From Giampaolo Tomassetti’s Mahabharata.
But beyond the technique, what drives the artist to work with such a story?
Patil says that even though Mahabharata can be read endlessly, it has to be reinvented with deftness. “Lack of imagination and awareness, whether of self or otherwise, needs to be pegged firmly onto storytellers,” she says. Alluding to the growing influence of a Hindu nationalist segment in India, she points out that the Hindu lore has been wrongly appropriated of late, which has left little room for artists like Patil. “We have allowed them to hijack what was equally our own”, she explains, “and our response to bigotry has been to be embarrassed of everything Hindu, rather than be embarrassed for the bad storytellers”. As a storyteller herself, she uses the sutradhar as the narratorial device, where the characters of Ganga and Ashwatthama tell the tales in the two books. She was, however, cautious to not over-emphasize their perspectives and focused on them as witnesses to the events.
In line with the transcendental nature of his work, the paintings were a part of his spirituality for Tomassetti. “The ego made a step back to leave room for a collective message of truth and righteousness to emerge, he says, “still one should not forget that the artist always is a filter between inspiration and realization”. He is now working on a series of paintings from the Ramayana with the painter Paolo Libralesso.
Looking at the example of Patil and Tomassetti, it is easy to see how an artist’s style is derived from their personality and personal journeys. In becoming one with themselves, then, artists more accurately depict the rasas (or the essence) of human emotions than the rest of us. However, it is just as important for the receiver of the art, that is the rasika, to find different ways of grasping the art.

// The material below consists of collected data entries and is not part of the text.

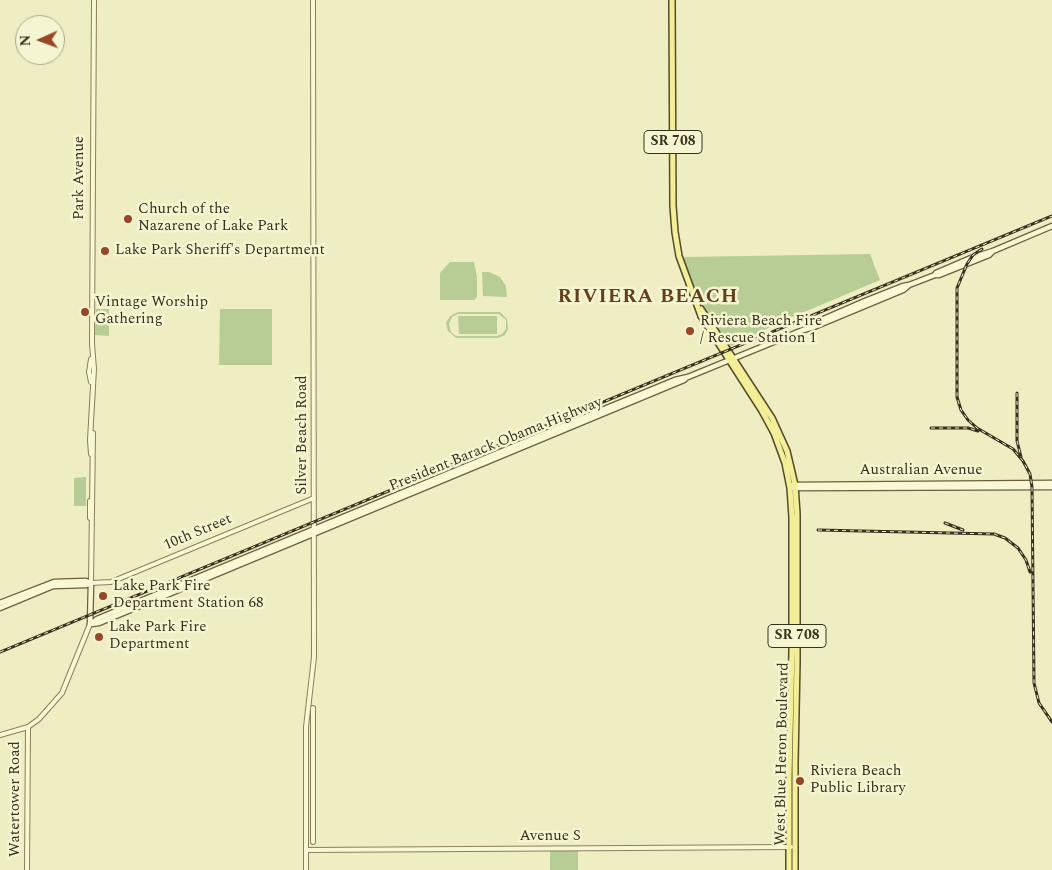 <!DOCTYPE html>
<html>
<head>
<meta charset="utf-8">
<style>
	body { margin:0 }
	#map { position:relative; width:1052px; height:870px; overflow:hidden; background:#efedc2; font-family:Spectral,serif }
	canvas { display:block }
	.north { position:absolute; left:15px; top:15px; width:50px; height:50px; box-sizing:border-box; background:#f6f5d1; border:1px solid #aaa789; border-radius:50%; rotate:268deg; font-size:14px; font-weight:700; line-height:20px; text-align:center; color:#38311d }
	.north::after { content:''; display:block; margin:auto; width:18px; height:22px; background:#994528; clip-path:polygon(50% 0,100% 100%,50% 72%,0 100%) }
</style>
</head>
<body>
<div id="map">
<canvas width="1052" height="870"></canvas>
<div class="north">N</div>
</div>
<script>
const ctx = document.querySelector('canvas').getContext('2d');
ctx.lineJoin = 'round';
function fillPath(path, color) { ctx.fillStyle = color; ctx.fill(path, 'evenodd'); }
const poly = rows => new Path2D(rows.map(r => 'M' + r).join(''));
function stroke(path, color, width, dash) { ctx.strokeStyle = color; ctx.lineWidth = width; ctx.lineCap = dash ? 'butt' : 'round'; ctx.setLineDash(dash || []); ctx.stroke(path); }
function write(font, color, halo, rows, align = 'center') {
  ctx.font = font + ' Spectral,serif'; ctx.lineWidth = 5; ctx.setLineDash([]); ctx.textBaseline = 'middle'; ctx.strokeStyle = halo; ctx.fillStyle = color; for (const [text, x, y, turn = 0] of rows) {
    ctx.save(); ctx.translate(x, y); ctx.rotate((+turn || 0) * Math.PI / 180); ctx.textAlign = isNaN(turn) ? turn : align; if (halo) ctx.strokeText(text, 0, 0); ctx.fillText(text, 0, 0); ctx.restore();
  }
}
fillPath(poly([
	[870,254,880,280,783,321,729,347,697,296,683,260,685,257],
	[450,262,474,262,477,277,477,297,474,300,440,300,440,273],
	[482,272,489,272,500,277,506,286,507,297,483,296],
	[96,309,109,309,109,336,95,335],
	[220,309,272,309,272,365,219,365],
	[458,312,500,312,507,319,508,329,505,335,498,338,456,338,448,331,446,323,450,316],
	[458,314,499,314,506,320,506,329,502,334,497,336,456,336,451,332,449,324,452,317],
	[497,316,497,334,459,334,458,316],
	[86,477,86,506,74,506,74,478],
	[578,850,578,870,550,870,550,851]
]), '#b7cd95');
const tertiary = poly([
	[91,382,89,372,91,359],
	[93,433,91,583,111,582,314,498],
	[91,454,90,440,94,369,92,344,94,0],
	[90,518,90,501],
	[313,708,313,842],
	[0,735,28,727,39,719,62,693,90,624],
	[306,850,791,847],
	[27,870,28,727],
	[306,870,306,727,314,657,313,0]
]);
const secondary = poly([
	[935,275,936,273,971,258,993,251,1052,226],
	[812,326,812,324,865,301,903,286,909,285,935,275,939,275,989,255,993,251],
	[793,485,1052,483],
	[794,488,1052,487],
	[0,603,54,582,86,581,91,583],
	[0,608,53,586,86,585,91,583],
	[90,624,97,619,558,428,675,380,688,377,803,330,814,327,903,290,909,285],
	[90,624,91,583],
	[91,624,99,623,354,517,684,380,686,378]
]);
const primary = poly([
	[672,0,673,206,675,232,679,256,701,316,762,411,774,433,785,463,790,488,792,517,792,651,789,776,789,870],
	[701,309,772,418,787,451,795,485,797,514,797,661,795,763,795,870]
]);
stroke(tertiary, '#897f59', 6);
stroke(secondary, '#6a603c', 7);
stroke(primary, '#564b2d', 8);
stroke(tertiary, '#f9f8d5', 4);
stroke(secondary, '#f9f8d5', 4.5);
stroke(primary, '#f3ef98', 5);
const rail = poly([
	[982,249,973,255,967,264,957,288,957,397,961,410,968,420,977,428,1013,449,1023,461,1030,474,1032,487,1034,683,1039,703,1052,722],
	[1017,393,1017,441,1021,457],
	[931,428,968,428,978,431],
	[945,523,963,530],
	[818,530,994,534,1005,538,1018,548,1026,560,1030,572],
	[0,652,1052,216]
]);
stroke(rail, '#38311d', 3);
stroke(rail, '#f6f5d1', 1, [4]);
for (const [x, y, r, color] of [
	[128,219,5,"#994528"],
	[105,251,5,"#994528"],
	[85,312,5,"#994528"],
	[690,331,5,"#994528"],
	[103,596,5,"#994528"],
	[99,637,5,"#994528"],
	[800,781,5,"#994528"]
]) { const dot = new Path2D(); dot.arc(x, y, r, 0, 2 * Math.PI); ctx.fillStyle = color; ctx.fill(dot); stroke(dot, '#f6f5d1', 2); }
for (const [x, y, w] of [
	[673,142,58],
	[797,636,58]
]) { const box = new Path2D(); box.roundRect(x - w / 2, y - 11.5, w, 23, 4); ctx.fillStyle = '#f6f5d1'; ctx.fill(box); stroke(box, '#38311d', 1); }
write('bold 14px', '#38311d', null, [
	["SR 708",673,142],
	["SR 708",797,636]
]);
write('15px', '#38311d', '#f6f5d1', [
	["Park Avenue",80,178,-90],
	["Silver Beach Road",303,435,-90],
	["President Barack Obama Highway",496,445,-22],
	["Australian Avenue",921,471],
	["10th Street",198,533,-23],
	["West Blue Heron Boulevard",783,754,-89],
	["Watertower Road",16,799,-90],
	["Avenue S",550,837]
]);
write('15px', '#38311d', '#f6f5d1', [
	["Church of the",138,210],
	["Nazarene of Lake Park",138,227],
	["Lake Park Sheriff's Department",115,251],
	["Vintage Worship",95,303],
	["Gathering",95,320],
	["Riviera Beach Fire",700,322],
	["/ Rescue Station 1",700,339],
	["Lake Park Fire",113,587],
	["Department Station 68",113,604],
	["Lake Park Fire",109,628],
	["Department",109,645],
	["Riviera Beach",810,772],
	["Public Library",810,789]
], 'left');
ctx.letterSpacing = '1px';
write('bold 20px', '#653f1c', '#f6f5d1', [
	["RIVIERA BEACH",648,298]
]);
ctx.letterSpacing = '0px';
</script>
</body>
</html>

In the Indian artistic tradition of Navarasa, i.e., the nine emotions of Shringara (love/beauty), Hasya (laughter), Karuna (sorrow), Raudra (anger), Veera (heroism/courage), Bhayanaka (terror/fear), Bibhatsya (disgust), Adbutha (surprise/wonder) and Shantha (peace or tranquillity), it is the last one that is prized among others when it comes to painting. Art, many artists feel, is supposed to be joyful or immerse both the artist and the receiver in the experience of the scene. It is not a mere indulgence but always has the possibility of being an elevated and a spiritual experience.
In his book, Dance of Siva, the SriLankan writer Anand Coomaraswamy emphasized the subjectivity of both the artist and the receiver of the art, the rasika, to explain the totality of the artistic experience. Where for the artist, he extolled the “intensity of imagination” to feed the “vitality of the tradition”, the true critic according to him was one who could decide which work of art was beautiful (or rasavant) and that which weren’t. For him, to define the beauty of an artwork was to distinguish between illustration of it and the imagination behind it (if any).

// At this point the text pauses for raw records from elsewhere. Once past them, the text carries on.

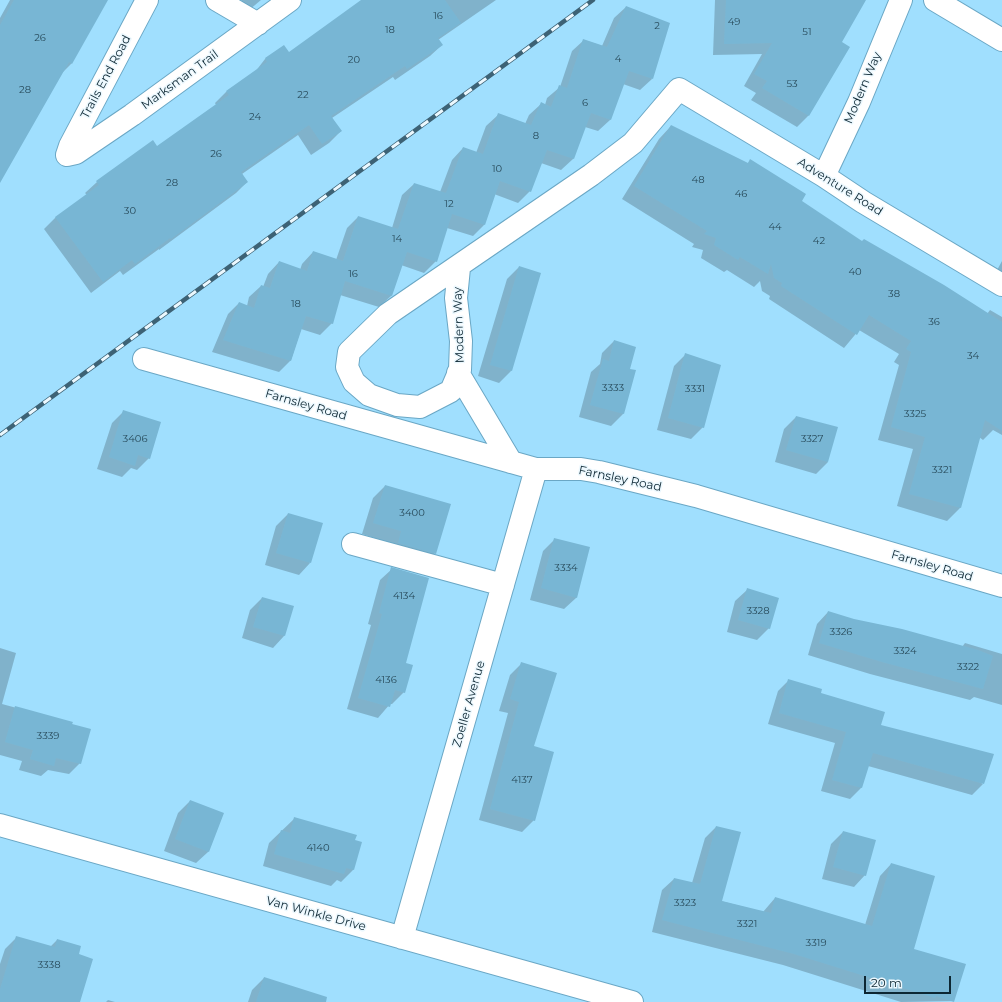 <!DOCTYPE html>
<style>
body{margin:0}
#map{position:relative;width:1002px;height:1002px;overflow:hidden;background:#a0dffe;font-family:Montserrat,sans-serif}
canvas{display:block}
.scale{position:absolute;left:864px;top:976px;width:87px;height:18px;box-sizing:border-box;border:2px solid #0d2733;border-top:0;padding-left:5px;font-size:12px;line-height:14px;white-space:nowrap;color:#0d2733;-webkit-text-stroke:3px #ecf8fe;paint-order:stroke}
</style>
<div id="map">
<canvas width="1002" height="1002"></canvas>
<div class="scale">20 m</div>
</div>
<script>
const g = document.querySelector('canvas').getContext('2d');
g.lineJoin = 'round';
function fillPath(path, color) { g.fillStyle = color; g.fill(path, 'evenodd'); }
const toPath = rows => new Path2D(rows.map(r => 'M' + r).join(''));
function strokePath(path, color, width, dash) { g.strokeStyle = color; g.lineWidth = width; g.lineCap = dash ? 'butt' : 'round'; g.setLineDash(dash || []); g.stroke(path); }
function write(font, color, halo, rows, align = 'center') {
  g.font = font + ' Montserrat,sans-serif'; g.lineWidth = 3; g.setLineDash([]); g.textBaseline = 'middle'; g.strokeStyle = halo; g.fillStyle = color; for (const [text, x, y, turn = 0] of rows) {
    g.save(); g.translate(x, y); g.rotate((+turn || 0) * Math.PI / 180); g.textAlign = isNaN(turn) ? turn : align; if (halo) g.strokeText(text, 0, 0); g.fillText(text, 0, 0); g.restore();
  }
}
const shadow = toPath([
 [10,0,107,0,71,64,62,73,0,180,0,18],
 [241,0,261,0,249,10],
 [363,0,496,0,438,40,442,45,430,56,395,80,393,77,332,118,341,131,329,143,311,155,298,135,242,174,247,182,236,193,159,250,159,249,123,275,120,271,91,293,44,229,56,217,87,195,85,193,97,182,157,147,216,105,215,103,226,92,255,72,265,59,284,47,288,54],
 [715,0,865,0,840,42,848,48,808,116,797,127,751,100,756,93,744,86,762,54,713,55],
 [626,7,652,79,640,90,623,84,610,120,598,131,585,127,573,159,561,170,541,163,530,191,518,203,494,194,484,225,473,236,447,228,436,261,424,273,401,265,391,296,379,307,340,295,332,323,320,335,301,329,291,360,279,372,212,352,228,314,239,303,247,306,249,297,261,286,263,287,268,274,279,262,300,270,302,264,313,252,336,260,347,228,358,217,392,228,402,195,414,184,440,192,452,160,463,148,476,153,486,126,498,115,525,124,529,115,541,104,545,105,547,98,560,87,572,51,584,40,602,46,614,18],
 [671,126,747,164,750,161,801,201,862,242,987,314,990,310,1002,317,1002,435,993,430,983,440,979,437,960,508,947,521,897,506,913,449,878,440,899,365,894,362,899,354,859,330,844,348,769,299,770,296,762,291,760,281,754,287,727,270,724,272,701,258,703,250,692,247,694,244,622,199,659,139],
 [1002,261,1002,275,996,272],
 [519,267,511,371,499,383,478,376,507,279],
 [614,341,629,370,634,371,623,414,611,426,579,417,591,372,600,364,602,353],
 [686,354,703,427,691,439,657,430,674,366],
 [123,412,149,458,137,470,131,468,122,477,97,469,112,423],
 [796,417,828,462,816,474,775,462,784,429],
 [385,486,435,553,423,565,387,555,390,543,362,534,373,498],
 [288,514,310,563,299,575,265,565,276,526],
 [555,539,589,548,576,598,564,609,530,600,543,551],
 [392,569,405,664,404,692,392,704,390,704,378,718,347,709,371,625,368,624,380,580],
 [747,590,769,628,757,640,727,632,735,601],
 [262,598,293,607,284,636,273,648,242,638,250,610],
 [828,612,854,620,962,647,965,643,1002,654,1002,705,974,697,970,700,870,674,808,655,817,624],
 [0,648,16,653,2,704,72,723,80,763,69,774,48,770,41,776,19,770,22,761,0,755],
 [521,664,533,747,534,820,522,832,479,820,508,713,499,711,510,675],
 [789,680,820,693,983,784,972,795,868,766,861,788,850,799,821,791,835,743,768,724,778,691],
 [190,801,223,814,208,852,196,863,164,851,178,813],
 [295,818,360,843,353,870,341,882,337,880,331,886,263,866,269,843],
 [716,827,721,901,763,912,775,898,865,925,880,876,891,864,913,949,954,1001,901,1002,783,965,652,932,662,890,674,879,692,883,705,838],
 [843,832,865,875,854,887,822,879,831,844],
 [17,937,50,947,57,940,73,1002,0,1002,0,964,5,949],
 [264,978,301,1002,248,1002,252,990],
 [108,1000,115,1002,106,1002]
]);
const building = toPath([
 [14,0,108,0,72,64,69,62,0,183,0,25],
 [361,0,445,0,461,23,438,38,443,45,407,69,405,66,331,116,342,131,322,144,309,125,241,172,248,182,171,239,170,238,135,264,132,260,103,282,55,217,99,185,96,181,153,140,157,146,229,95,226,91,267,62,265,58,284,45,289,52],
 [726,0,866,0,842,42,850,47,809,116,762,88,767,81,754,74,772,43,724,44],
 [626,6,670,23,653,79,629,71,611,120,591,113,574,159,547,150,531,192,500,181,485,225,452,214,437,262,407,252,392,296,345,281,333,324,306,316,291,361,223,340,239,302,254,308,261,285,270,288,279,261,307,271,313,251,343,261,358,216,398,229,414,183,446,193,463,147,483,154,498,113,531,125,541,102,551,107,559,85,567,88,583,39,607,47],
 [671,125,748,163,750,159,806,194,802,201,862,241,864,239,944,285,1002,322,1002,431,985,420,961,508,909,494,925,437,891,427,911,352,906,349,911,341,869,315,857,335,781,286,782,283,774,278,771,264,768,274,740,257,738,260,714,245,716,238,704,234,707,231,634,186],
 [519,266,541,273,512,371,490,365],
 [614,340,636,347,630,369,636,370,624,414,590,405,603,359,609,361],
 [685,353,721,365,704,428,668,418],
 [123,410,161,422,150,459,138,455,135,466,109,457],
 [796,416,838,427,828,462,786,450],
 [385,485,451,504,436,554,398,543,401,531,373,523],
 [288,513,323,523,311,563,276,553],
 [554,538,590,547,577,598,541,588],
 [391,567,429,578,406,663,413,665,405,693,395,690,390,707,358,698,382,614,379,613],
 [747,588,779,598,770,629,738,620],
 [262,597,294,606,285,636,253,627],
 [828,611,854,619,902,629,978,650,993,656,983,689,882,662,819,643],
 [521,662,557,673,534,746,554,752,535,821,490,809,519,702,510,699],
 [788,679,822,689,821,693,885,712,881,725,994,754,984,784,873,753,862,788,832,780,846,732,779,713],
 [15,706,73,722,72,724,91,729,81,764,56,758,54,766,30,759,33,750,5,742],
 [190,800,224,813,209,852,175,839],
 [294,817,357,835,355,840,362,842,354,870,346,868,344,874,274,854,281,830,290,833],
 [716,826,741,832,722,901,771,913,775,897,872,926,891,863,935,876,914,949,966,964,954,1002,936,996,935,998,794,954,662,920,674,878,700,884],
 [843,831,876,840,866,876,833,867],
 [16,936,55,947,57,939,81,946,79,954,93,959,80,1002,0,1002,0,989],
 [264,977,327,997,326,1002,256,1002]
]);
const minor = toPath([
 [217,0,258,24],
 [935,0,1002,40],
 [67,155,76,153,132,115,290,0],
 [67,155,70,146,147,0],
 [824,176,859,102,901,0],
 [459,268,456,298,461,341,460,370,451,391,420,407,397,405,369,395,354,382,347,367,349,352,388,314,591,175,633,143,679,89,824,176,863,202,1002,285],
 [144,359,536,469,581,469,599,472,696,496,1002,586],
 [458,373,511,462],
 [353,544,503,585],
 [0,825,632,1002],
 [402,938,536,469]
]);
const rail = toPath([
 [0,435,593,0]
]);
const numberNames = [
 ["16",438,16],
 ["49",734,22],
 ["2",657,26],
 ["18",390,30],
 ["51",807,32],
 ["26",40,38],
 ["4",618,59],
 ["20",354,60],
 ["53",792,84],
 ["28",25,90],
 ["22",303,95],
 ["6",585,103],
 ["24",255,117],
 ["8",536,136],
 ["26",216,154],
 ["10",497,169],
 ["48",698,180],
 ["28",172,183],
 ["46",741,194],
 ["12",449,204],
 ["30",130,211],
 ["44",775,227],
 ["14",397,239],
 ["42",819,241],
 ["40",855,272],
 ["16",353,274],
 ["38",894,294],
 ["18",296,304],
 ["36",934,322],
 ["34",973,356],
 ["3333",613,388],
 ["3331",695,389],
 ["3325",915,414],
 ["3406",135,439],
 ["3327",812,439],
 ["3321",942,470],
 ["3400",412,513],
 ["3334",566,568],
 ["4134",404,596],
 ["3328",758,611],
 ["3326",841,632],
 ["3324",905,651],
 ["3322",968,667],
 ["4136",386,680],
 ["3339",48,736],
 ["4137",522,780],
 ["4140",318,848],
 ["3323",685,903],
 ["3321",747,924],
 ["3319",816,943],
 ["3338",49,965]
];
const streetNames = [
 ["Trails End Road",106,77,-62],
 ["Marksman Trail",180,80,-36],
 ["Modern Way",863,88,-67],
 ["Adventure Road",840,187,32],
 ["Modern Way",459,325,-92],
 ["Farnsley Road",306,405,16],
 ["Farnsley Road",620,479,12],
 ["Farnsley Road",932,566,16],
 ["Zoeller Avenue",469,704,-74],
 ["Van Winkle Drive",316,914,15]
];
fillPath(shadow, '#0003');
fillPath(building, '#78b6d4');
strokePath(minor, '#6aa7c5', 24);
strokePath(minor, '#fff', 22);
strokePath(rail, '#3d6275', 4.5);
strokePath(rail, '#ecf8fe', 3, [9]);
write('10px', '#284b5b', null, numberNames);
write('12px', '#0d2733', '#ecf8fe', streetNames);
</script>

It is also believed that most Hindu works, whether of philosophy, religion, art, literature, or music, are attempts at lifting the veil of maya or illusion to uncover the ultimate reality of human experience. In Patil’s context, the maya may be a certain socio-political context that many may find hard to go let of because of ingrained traditional beliefs. In Tomassetti’s, it could be the scale and aesthetics that one may never have thought to associate with these stories. Either way, while the artists may reinvent a timeless story over and over again by becoming one with themselves, it is also incumbent upon the audience to receive the timeless story over and over again by broadening their sense of rapture and recognition.